Back in 2010, when former U.S. president Barack Obama's broad centre-left voting coalition seemed to dominate U.S. politics, the urbanist Joel Kotkin of the conservative American Enterprise Institute offered a projection: "Demographics may seem a long-term boon for Democrats," he wrote, "but geographic trends tilt in the opposite direction." The increasingly non-diverse, older populations of the country's underpopulated centre offered a path to victory for right-leaning Republicans willing to play to a dispersed minority. Mr. Trump's victory, despite a sizable majority having voted against him, was built on sparse places: Of 592 counties that shifted to supporting him, 520 had fewer than 50,000 people and he won almost every county with fewer than 10,000 people.
This is not just an American problem.
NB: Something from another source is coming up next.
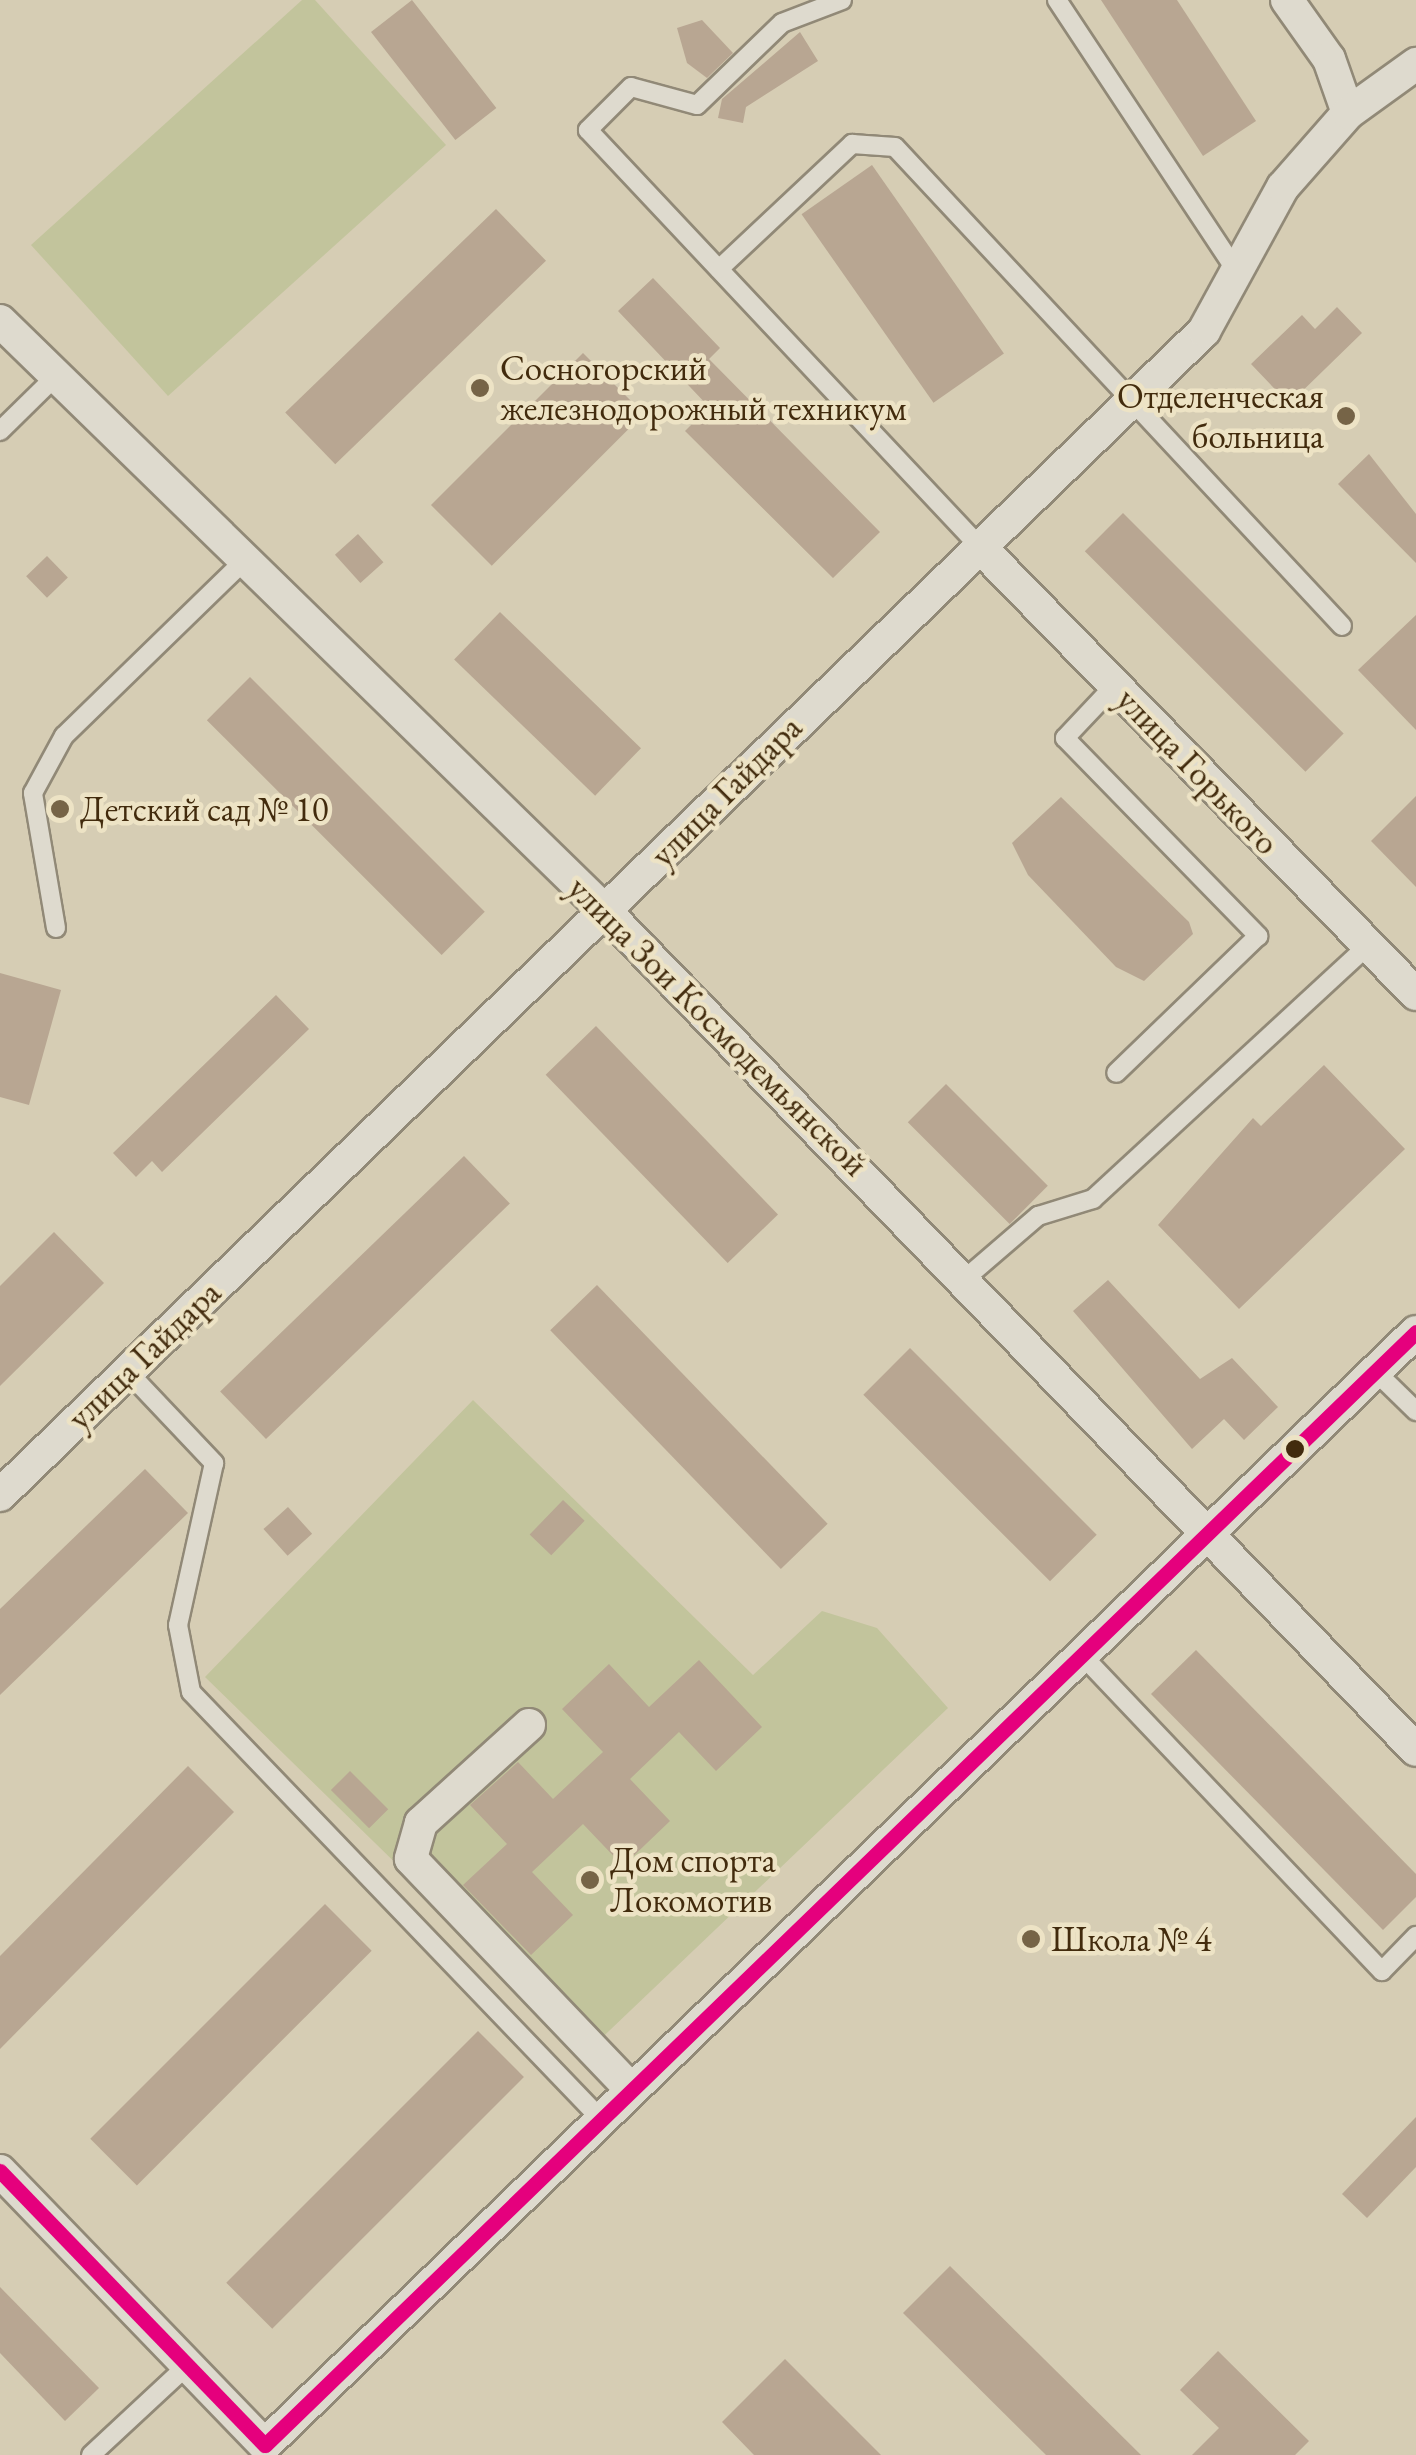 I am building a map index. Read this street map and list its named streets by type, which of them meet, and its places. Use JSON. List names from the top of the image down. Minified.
{"streets":{"street":["улица Горького","улица Гайдара","улица Зои Космодемьянской"]},"crossings":[["улица Горького","улица Гайдара"],["улица Гайдара","улица Зои Космодемьянской"]],"places":["Сосногорский железнодорожный техникум","Отделенческая больница","Детский сад № 10","Дом спорта Локомотив","Школа № 4"]}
In Europe, fringe parties of intolerance have gained a strong foothold – and in some cases a parliamentary majority – by turning into parties of geography. The strong showing in October's national election by the extreme-right Alternative for Germany was largely a result of its appeal to the sparse and depopulated regions of former communist East Germany. Poland's Law and Justice Party governs with a parliamentary majority after it turned nationalist and xenophobic in order to appeal more to rural areas. France's National Front made it to the first round of presidential elections by working the politics of geography.
Canada is far from immune. The dangerous flaw in our democratic system, ready for exploitation, is the great imbalance between rural ridings and urban and suburban ones, which tend to have higher populations per riding.
The 2011 Fair Representation Act, which added 30 new ridings, made Canada more equal between provinces, but it did little to address rural overrepresentation. As legal scholars Michael Pal and Sujit Choudhry found in a 2014 study, this means not only that those rural ridings have more voting power, but that Canadians from racial-minority backgrounds – who tend to live in metropolitan areas – are greatly underrepresented. If the average Canadian's vote has a power of 1, they found that Canadians in ridings that are more than 99-per-cent white (there are 66 such ridings) have a voting power of 1.37, and Canadians in ridings that are more than 30-per-cent non-white have a voting power of 0.88. In other words, voters in all-white ridings have 55 per cent more electoral clout than voters in diverse ridings.
Geography politics can be seen in the continued support, by every major party, of agricultural supply management, which is harmful to consumers and to the overall agricultural industry, but happens to deliver a large number of sparsely populated ridings. And there remains a path to victory for a party willing to seize on symbolic resentments and fears of voters in low-population areas (this is, for example, what Alberta's United Conservatives are attempting). It is not that such voters are intolerant or fearful people; it is that low population density means that the few who hold such views are more likely to be heard at the ballot.
Moderate parties need to win back geography. America's Democrats are struggling with recent studies showing that geography voters – notably those in the northern states that decided the 2016 election – found their candidate too liberal on social issues (but not economic policies) – while more numerous voters in safe Democratic urban districts felt the opposite. Too liberal can mean many things, and the answer may lie in delivering different election-year messages rather than in changing policies. But the frightening aftermath of that election is teaching parties everywhere that the in-between places are ignored at their peril.